::: DATA SHOWN :::

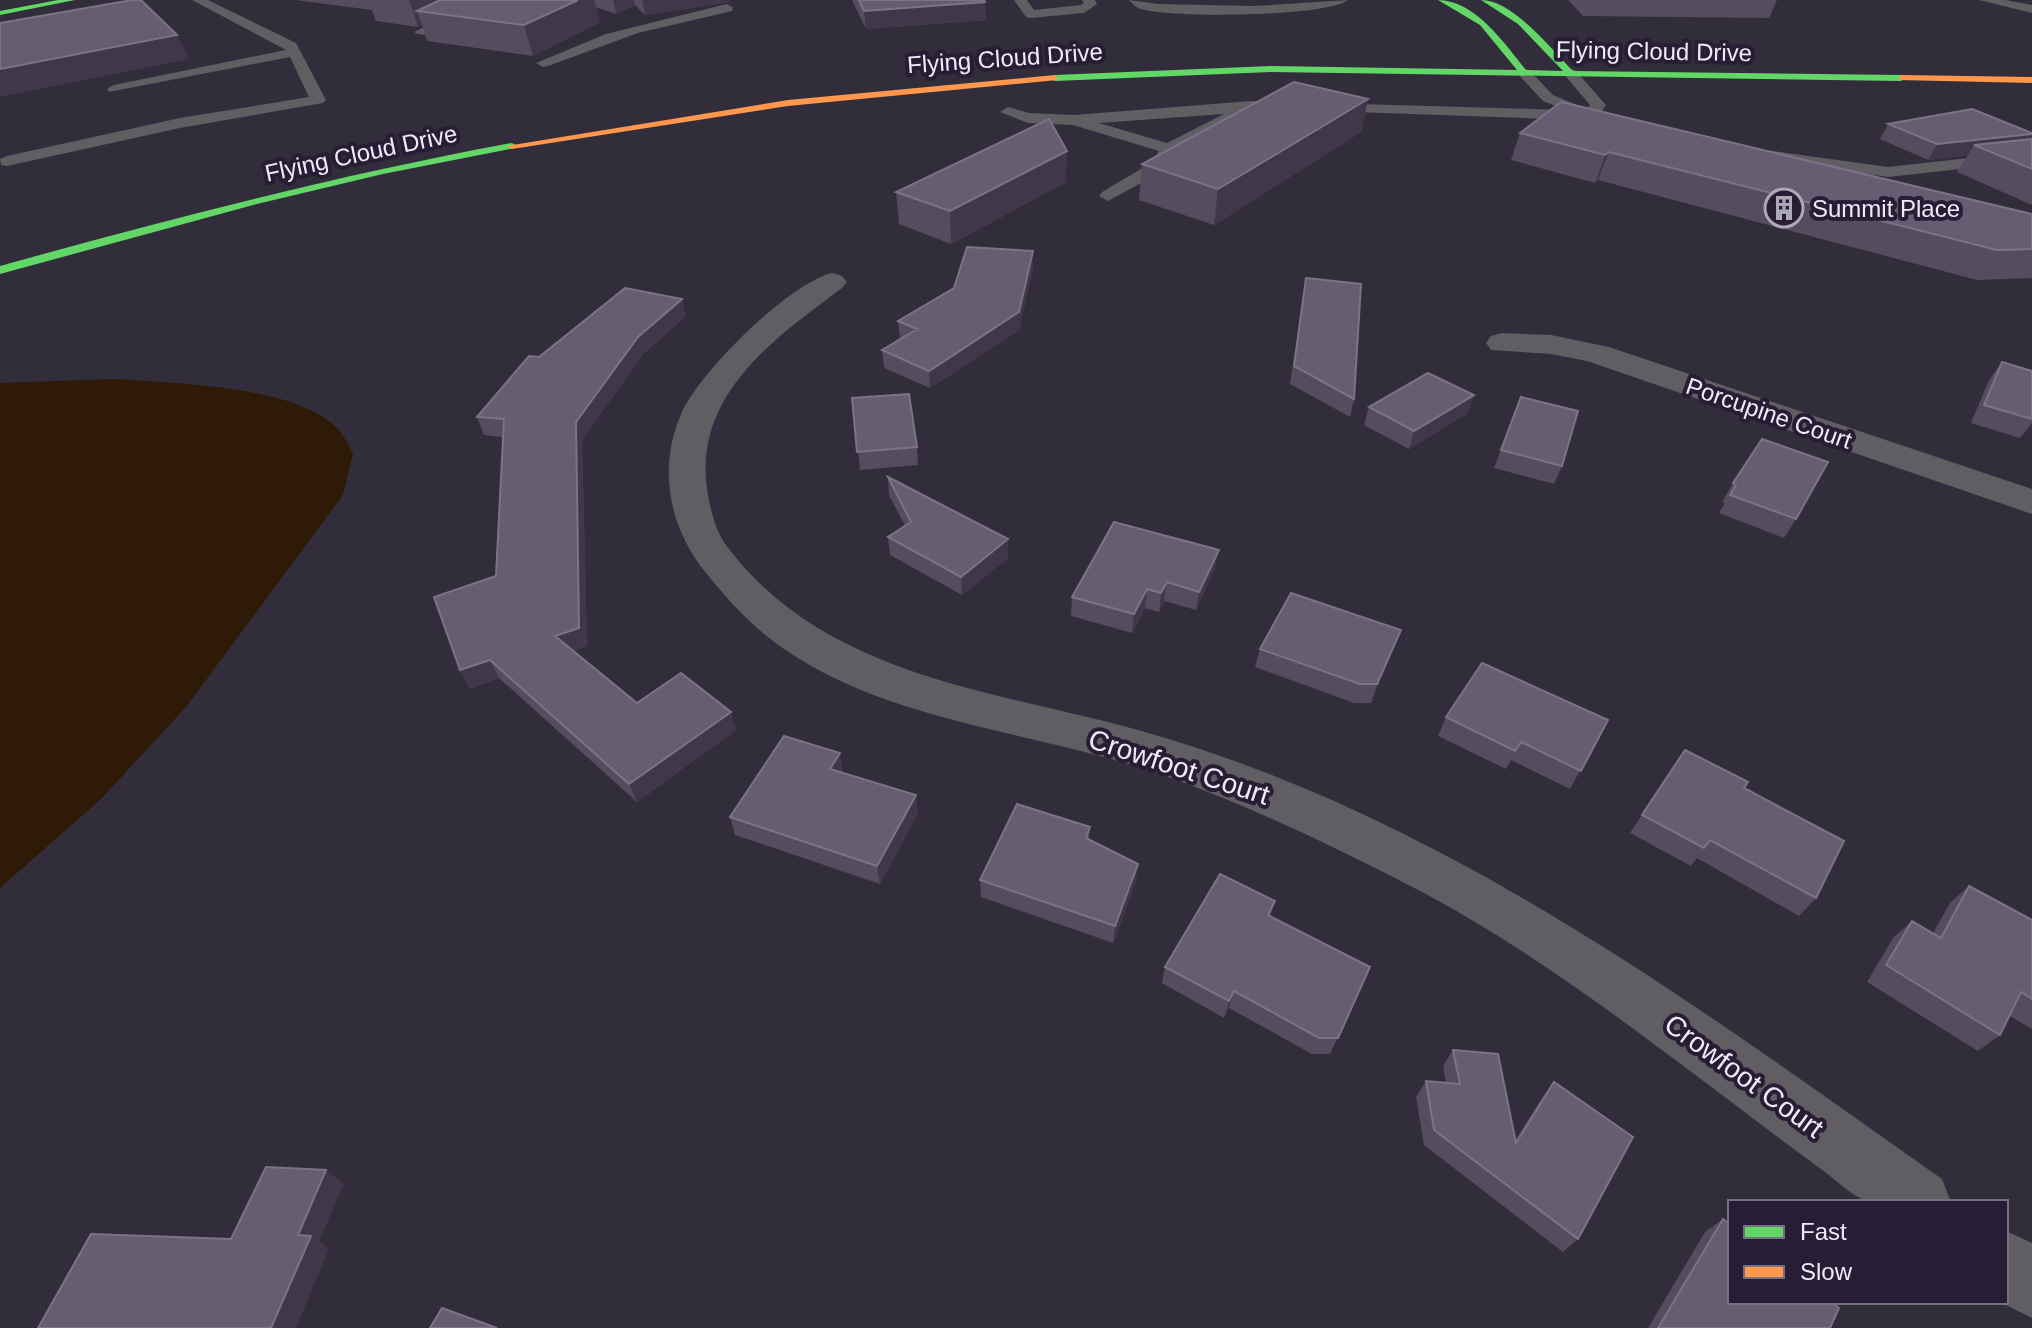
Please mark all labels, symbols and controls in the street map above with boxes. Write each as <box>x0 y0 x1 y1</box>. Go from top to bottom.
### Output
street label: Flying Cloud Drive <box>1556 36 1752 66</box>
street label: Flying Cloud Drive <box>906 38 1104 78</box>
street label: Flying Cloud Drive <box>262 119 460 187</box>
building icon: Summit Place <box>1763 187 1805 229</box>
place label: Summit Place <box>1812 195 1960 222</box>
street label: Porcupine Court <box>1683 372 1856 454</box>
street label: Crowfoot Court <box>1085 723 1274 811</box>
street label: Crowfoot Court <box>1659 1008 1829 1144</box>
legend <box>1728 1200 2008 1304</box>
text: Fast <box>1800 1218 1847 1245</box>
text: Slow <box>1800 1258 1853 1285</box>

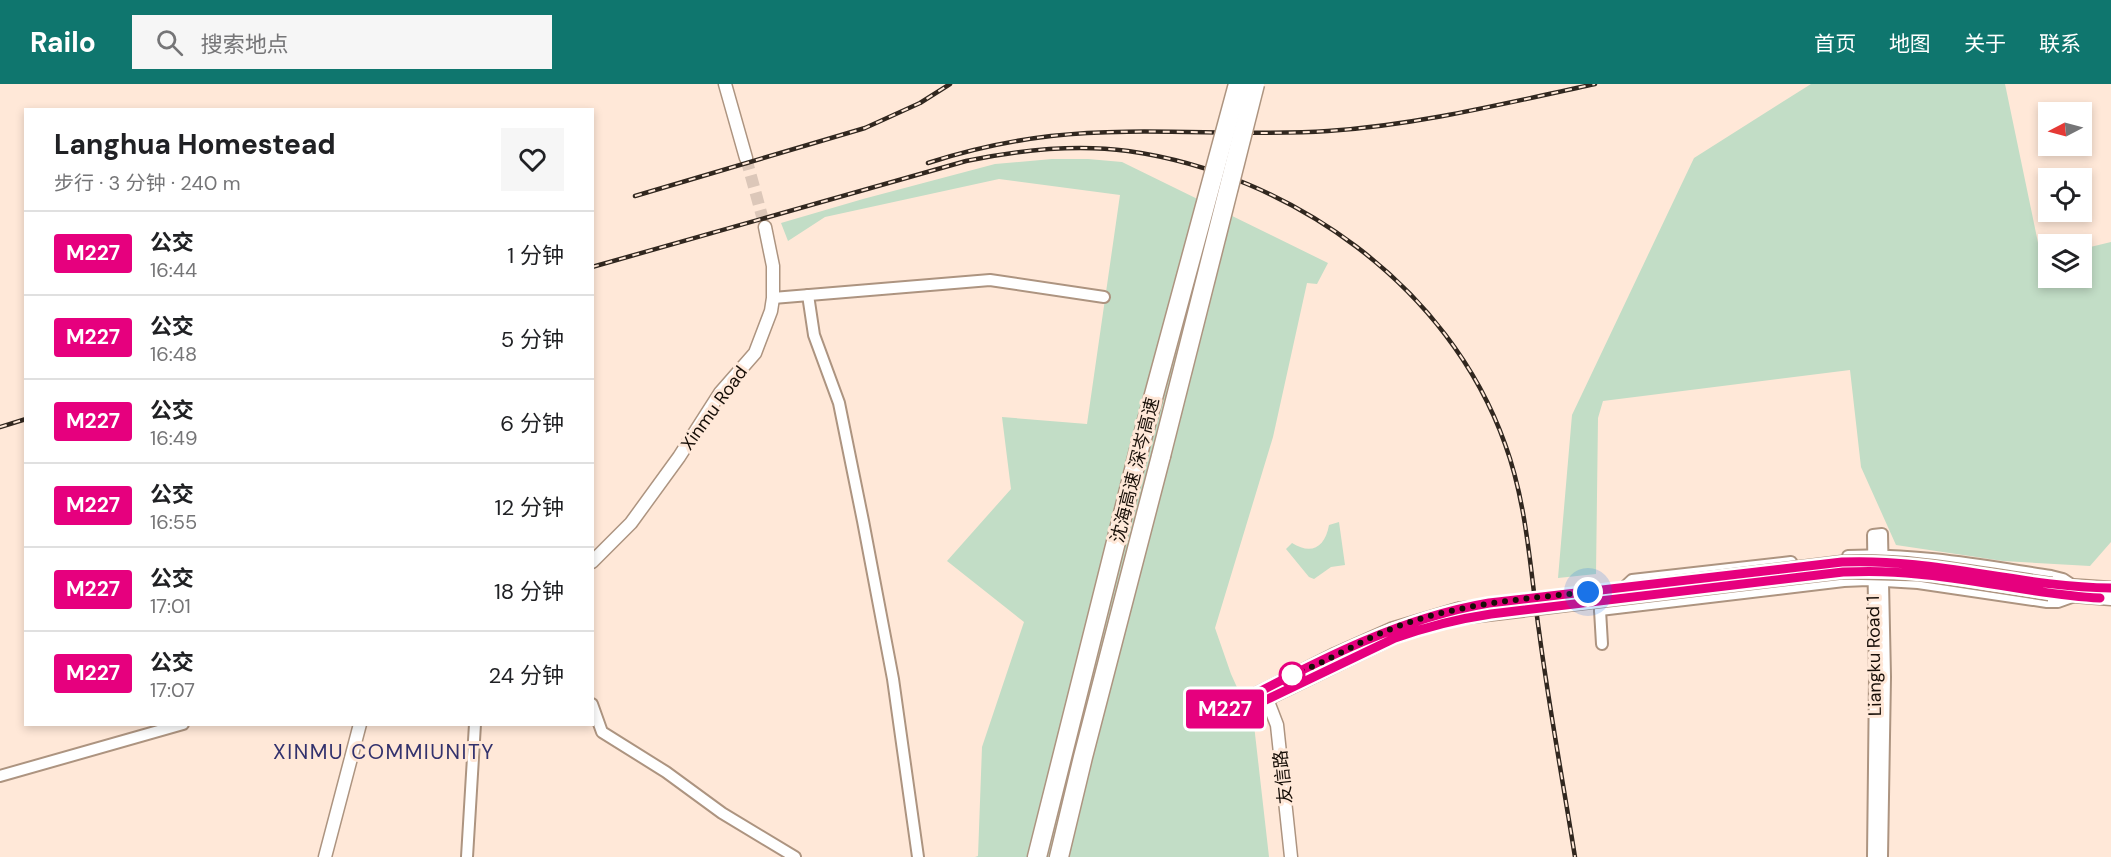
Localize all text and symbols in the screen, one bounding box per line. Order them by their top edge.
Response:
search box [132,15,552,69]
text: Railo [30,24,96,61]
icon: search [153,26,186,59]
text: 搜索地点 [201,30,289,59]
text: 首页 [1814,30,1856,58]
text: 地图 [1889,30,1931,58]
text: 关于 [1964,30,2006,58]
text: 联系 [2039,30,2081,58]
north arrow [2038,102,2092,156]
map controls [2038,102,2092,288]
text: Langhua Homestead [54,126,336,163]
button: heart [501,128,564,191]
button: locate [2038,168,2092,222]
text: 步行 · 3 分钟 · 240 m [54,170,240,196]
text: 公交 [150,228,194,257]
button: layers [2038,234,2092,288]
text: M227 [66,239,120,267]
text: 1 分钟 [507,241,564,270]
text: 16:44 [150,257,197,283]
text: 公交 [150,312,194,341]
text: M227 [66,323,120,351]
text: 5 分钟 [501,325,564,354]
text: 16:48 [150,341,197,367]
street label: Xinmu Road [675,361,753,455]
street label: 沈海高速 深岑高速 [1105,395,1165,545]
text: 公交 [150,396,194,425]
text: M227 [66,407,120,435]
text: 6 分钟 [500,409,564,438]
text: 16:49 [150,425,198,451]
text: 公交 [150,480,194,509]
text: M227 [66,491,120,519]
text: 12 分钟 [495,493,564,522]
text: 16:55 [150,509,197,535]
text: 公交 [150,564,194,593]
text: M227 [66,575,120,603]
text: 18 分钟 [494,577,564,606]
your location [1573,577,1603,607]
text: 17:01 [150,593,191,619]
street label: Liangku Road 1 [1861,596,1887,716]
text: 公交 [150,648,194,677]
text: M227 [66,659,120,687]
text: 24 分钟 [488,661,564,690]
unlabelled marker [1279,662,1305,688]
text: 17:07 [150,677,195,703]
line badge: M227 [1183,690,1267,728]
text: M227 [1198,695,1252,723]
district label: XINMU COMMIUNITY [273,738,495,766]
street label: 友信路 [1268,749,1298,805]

:::

* INSTRUCTIONS TO FOLLOW
Line count for the word "Summit": state how many lines of the listing hold it, and give only that number.

* ANSWER
2